From the entries that follow, extract each line holding the string "scale".

Dataset entries
※ ※ ※

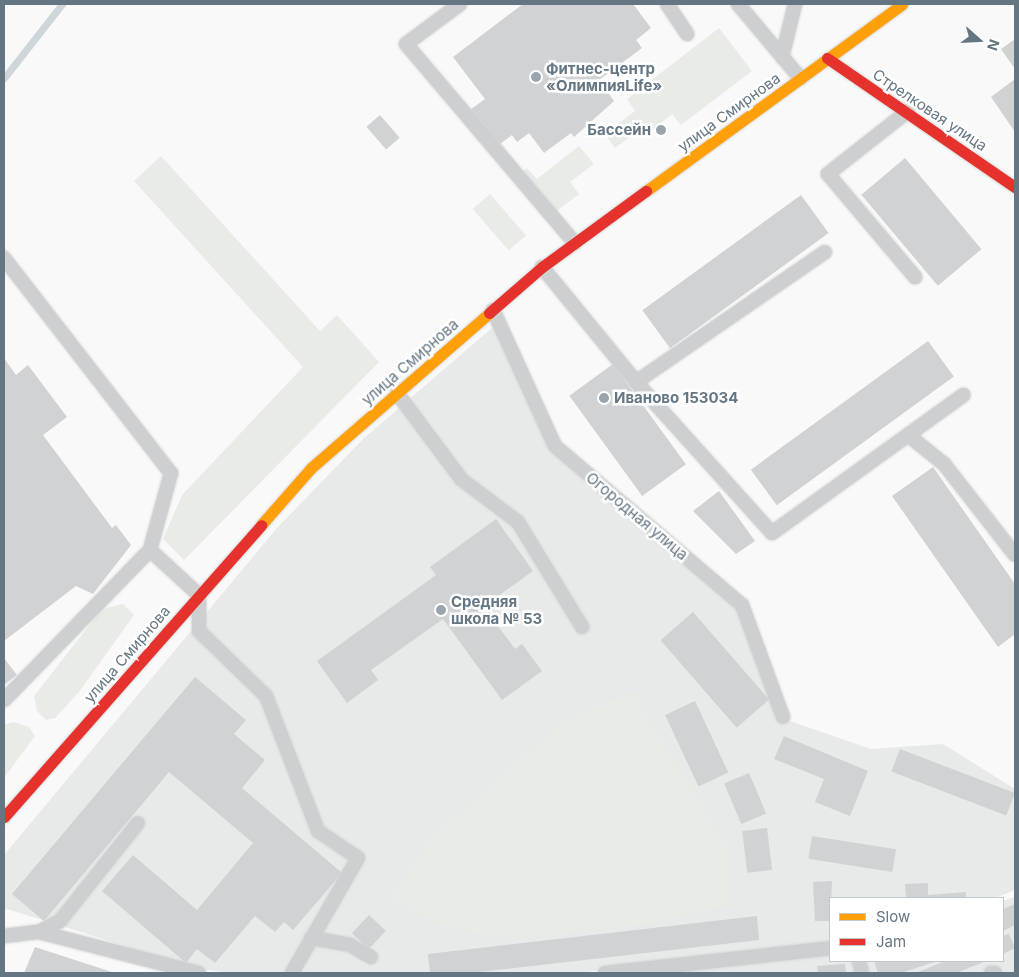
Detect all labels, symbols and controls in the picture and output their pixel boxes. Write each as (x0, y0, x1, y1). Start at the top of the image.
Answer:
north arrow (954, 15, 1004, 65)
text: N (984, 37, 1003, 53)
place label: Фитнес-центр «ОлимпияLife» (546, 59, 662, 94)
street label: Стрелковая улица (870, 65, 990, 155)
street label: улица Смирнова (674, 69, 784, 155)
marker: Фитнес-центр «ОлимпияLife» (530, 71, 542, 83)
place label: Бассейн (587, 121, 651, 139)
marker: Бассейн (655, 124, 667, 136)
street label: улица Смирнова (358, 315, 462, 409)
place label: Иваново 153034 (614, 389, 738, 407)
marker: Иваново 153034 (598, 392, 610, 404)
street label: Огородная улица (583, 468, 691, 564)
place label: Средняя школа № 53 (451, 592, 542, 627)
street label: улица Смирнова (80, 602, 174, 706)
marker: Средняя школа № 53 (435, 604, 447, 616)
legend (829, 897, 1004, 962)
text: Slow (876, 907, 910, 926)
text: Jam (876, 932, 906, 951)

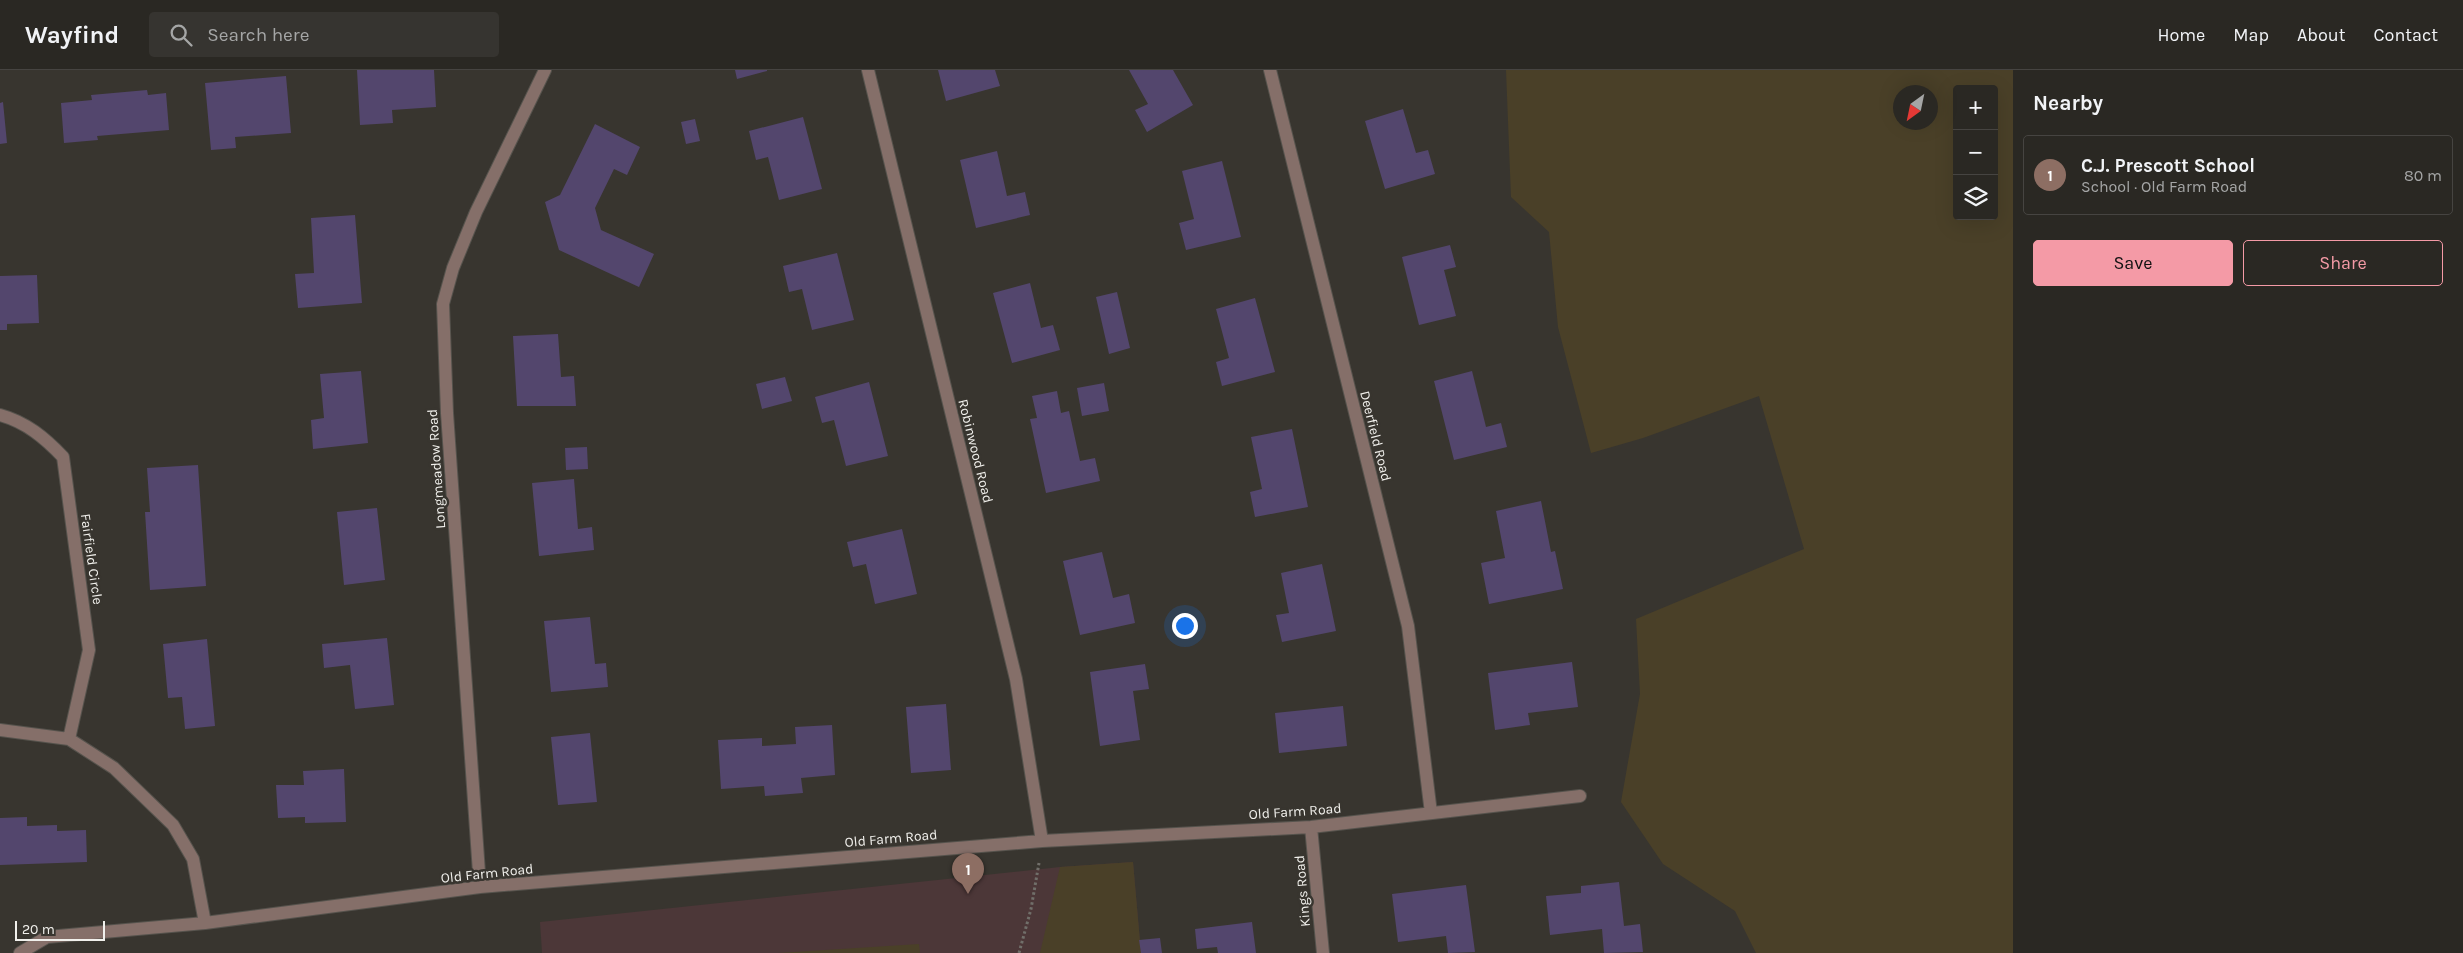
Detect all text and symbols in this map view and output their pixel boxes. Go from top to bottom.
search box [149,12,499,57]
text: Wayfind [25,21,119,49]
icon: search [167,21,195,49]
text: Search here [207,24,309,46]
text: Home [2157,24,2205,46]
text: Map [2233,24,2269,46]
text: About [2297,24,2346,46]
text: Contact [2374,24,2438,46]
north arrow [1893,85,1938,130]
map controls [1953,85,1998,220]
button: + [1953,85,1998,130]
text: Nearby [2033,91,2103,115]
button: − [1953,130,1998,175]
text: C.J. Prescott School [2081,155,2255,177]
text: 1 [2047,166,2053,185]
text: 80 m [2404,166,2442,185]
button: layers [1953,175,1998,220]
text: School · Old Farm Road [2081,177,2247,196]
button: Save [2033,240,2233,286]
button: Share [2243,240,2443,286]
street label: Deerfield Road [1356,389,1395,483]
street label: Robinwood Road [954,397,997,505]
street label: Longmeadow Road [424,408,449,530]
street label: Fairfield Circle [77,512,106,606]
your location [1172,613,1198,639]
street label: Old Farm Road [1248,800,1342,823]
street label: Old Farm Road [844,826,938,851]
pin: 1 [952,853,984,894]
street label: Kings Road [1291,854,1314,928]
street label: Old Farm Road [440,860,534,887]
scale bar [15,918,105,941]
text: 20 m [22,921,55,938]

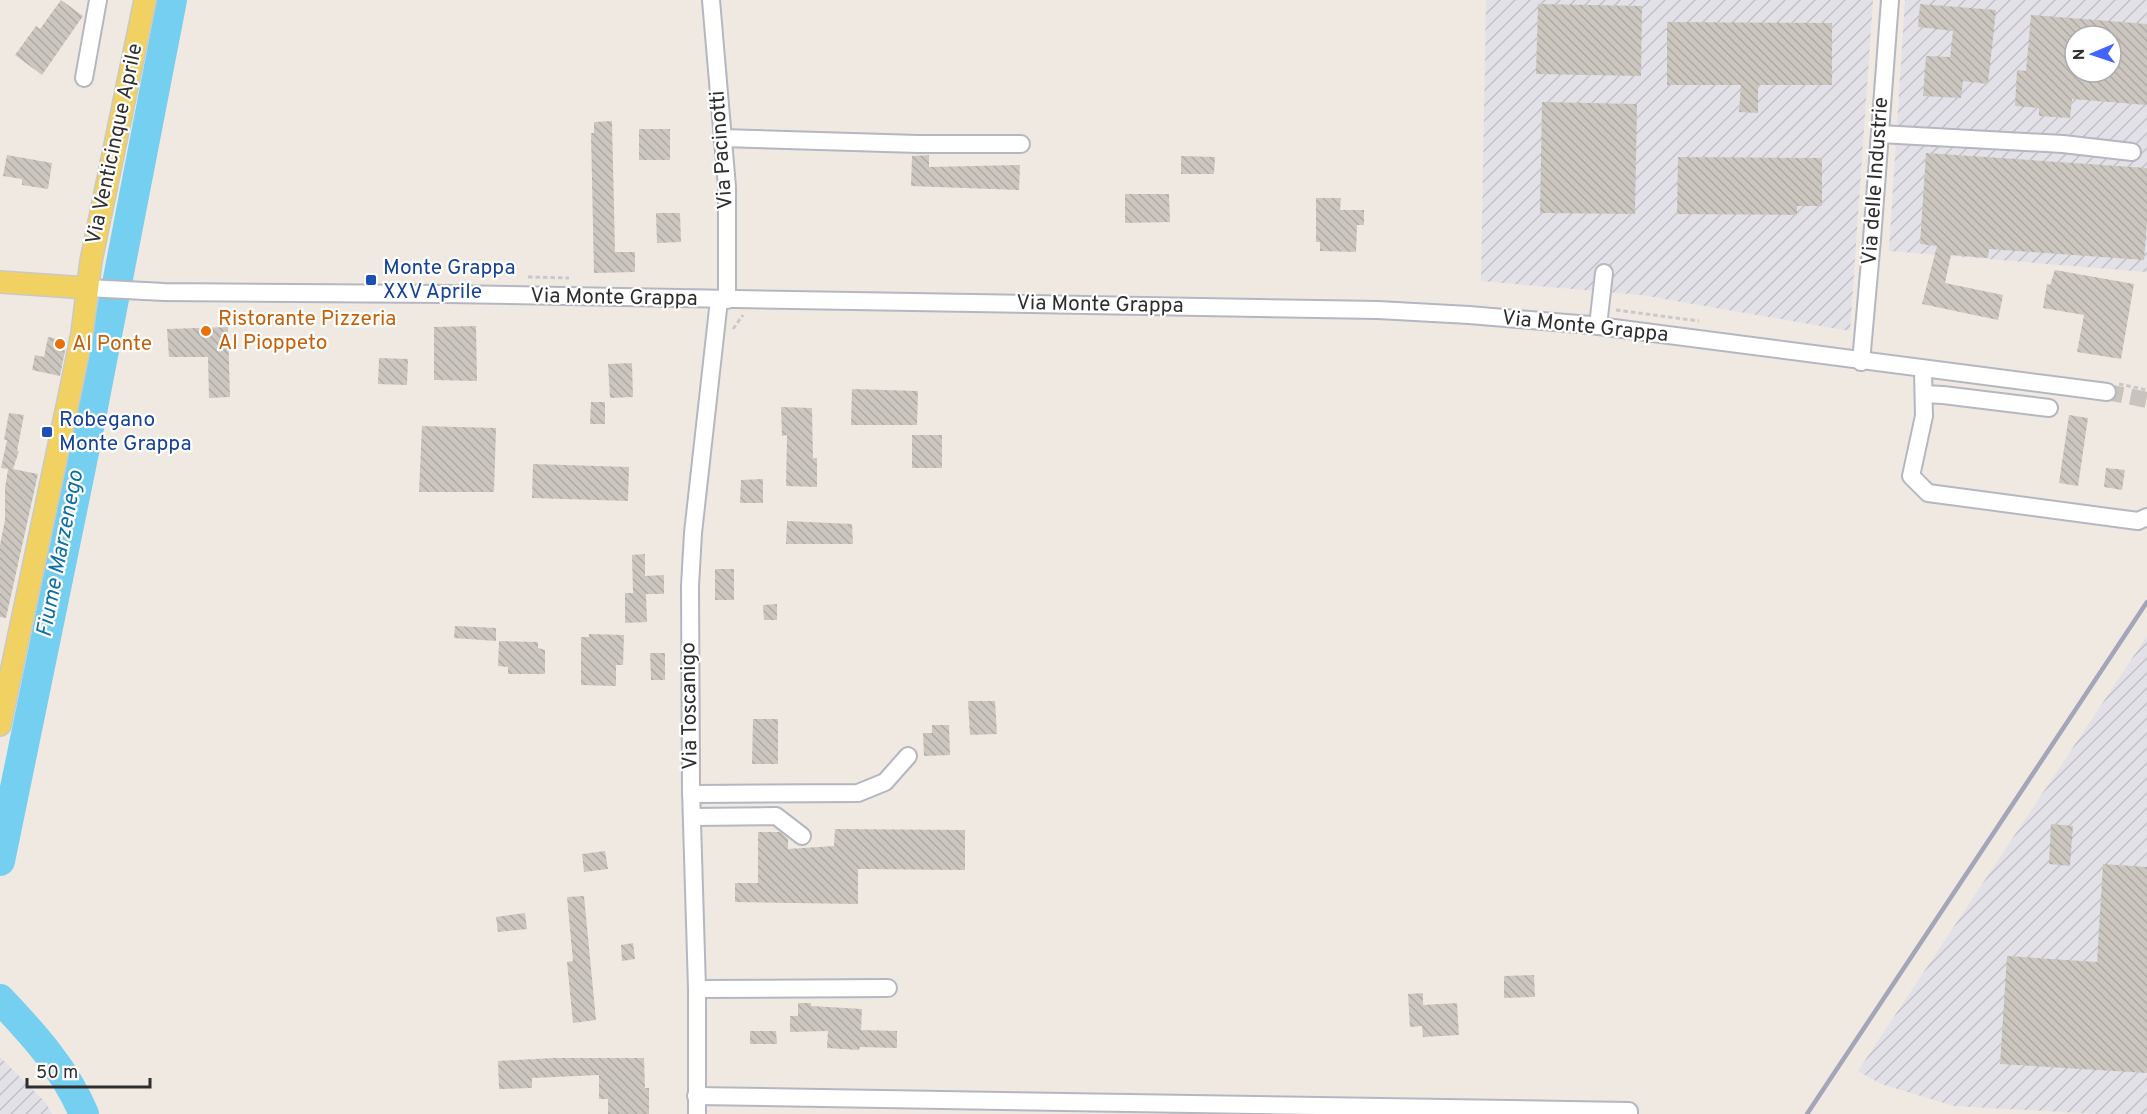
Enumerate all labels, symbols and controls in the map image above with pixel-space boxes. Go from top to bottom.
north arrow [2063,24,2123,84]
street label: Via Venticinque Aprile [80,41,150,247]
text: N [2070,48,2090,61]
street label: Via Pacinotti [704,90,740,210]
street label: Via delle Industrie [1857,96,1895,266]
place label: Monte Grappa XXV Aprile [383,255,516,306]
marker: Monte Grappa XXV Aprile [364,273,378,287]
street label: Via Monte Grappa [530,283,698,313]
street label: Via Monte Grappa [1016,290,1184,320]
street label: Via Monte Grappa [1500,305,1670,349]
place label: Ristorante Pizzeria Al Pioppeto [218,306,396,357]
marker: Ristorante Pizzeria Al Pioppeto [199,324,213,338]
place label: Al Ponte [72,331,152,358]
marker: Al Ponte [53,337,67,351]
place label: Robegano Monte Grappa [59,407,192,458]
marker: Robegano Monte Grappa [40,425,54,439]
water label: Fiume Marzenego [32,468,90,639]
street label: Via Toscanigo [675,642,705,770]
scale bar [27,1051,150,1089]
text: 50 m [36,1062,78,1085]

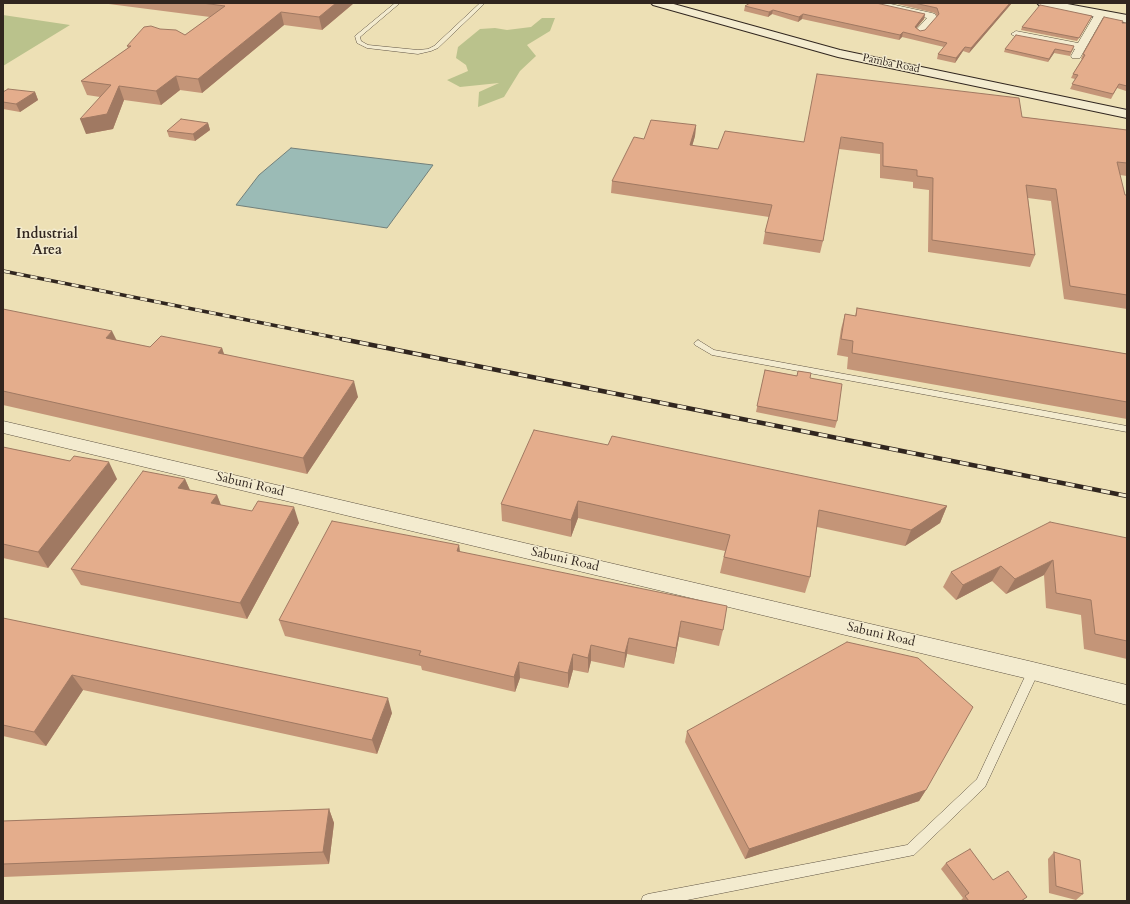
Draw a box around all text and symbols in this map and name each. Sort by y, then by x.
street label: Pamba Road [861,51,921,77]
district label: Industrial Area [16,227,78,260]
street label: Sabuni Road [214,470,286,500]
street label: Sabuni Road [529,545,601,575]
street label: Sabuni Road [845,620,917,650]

※ ※ ※

## SOLUTION FOR THIS PROBLEM
scale bar [15,918,105,941]
scale bar [27,1051,150,1089]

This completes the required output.